> [What the exercise asks]:
The number of lines holding "read" in the listing below is all you should give.
*** Input data
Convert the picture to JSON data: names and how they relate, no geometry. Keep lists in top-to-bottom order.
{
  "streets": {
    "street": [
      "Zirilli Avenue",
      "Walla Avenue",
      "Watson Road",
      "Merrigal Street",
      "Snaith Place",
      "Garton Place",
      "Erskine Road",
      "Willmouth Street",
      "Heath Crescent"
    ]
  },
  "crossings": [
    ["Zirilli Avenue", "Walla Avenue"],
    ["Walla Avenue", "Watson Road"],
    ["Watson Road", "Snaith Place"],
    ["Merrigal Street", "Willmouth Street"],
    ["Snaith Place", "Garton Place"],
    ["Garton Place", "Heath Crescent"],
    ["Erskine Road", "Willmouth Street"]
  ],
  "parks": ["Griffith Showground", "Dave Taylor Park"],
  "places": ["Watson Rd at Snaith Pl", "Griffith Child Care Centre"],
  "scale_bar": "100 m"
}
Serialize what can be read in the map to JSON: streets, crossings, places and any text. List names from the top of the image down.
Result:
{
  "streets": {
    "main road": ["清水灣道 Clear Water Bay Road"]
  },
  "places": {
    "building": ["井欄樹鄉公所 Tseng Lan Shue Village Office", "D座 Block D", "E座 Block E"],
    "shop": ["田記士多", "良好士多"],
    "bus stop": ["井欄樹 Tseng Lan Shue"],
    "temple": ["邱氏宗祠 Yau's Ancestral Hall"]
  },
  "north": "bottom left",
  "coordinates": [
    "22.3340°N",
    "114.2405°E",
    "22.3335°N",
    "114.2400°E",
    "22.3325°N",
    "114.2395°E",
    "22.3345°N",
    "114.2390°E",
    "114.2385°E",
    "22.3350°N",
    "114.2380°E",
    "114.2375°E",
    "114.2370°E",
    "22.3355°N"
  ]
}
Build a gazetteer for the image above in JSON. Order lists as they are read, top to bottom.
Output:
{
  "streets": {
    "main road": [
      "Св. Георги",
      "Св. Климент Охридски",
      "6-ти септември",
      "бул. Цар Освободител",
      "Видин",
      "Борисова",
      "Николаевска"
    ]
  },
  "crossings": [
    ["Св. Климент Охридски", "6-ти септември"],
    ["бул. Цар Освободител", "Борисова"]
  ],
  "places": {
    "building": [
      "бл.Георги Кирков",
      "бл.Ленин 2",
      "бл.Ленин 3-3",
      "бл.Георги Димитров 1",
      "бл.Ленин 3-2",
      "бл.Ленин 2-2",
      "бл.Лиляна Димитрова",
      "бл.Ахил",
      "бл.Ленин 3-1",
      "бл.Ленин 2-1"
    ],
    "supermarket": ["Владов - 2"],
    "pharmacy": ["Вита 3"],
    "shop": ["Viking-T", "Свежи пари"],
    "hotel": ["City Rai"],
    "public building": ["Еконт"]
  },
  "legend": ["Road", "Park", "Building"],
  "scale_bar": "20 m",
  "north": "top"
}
******
> [Output of the task]:
2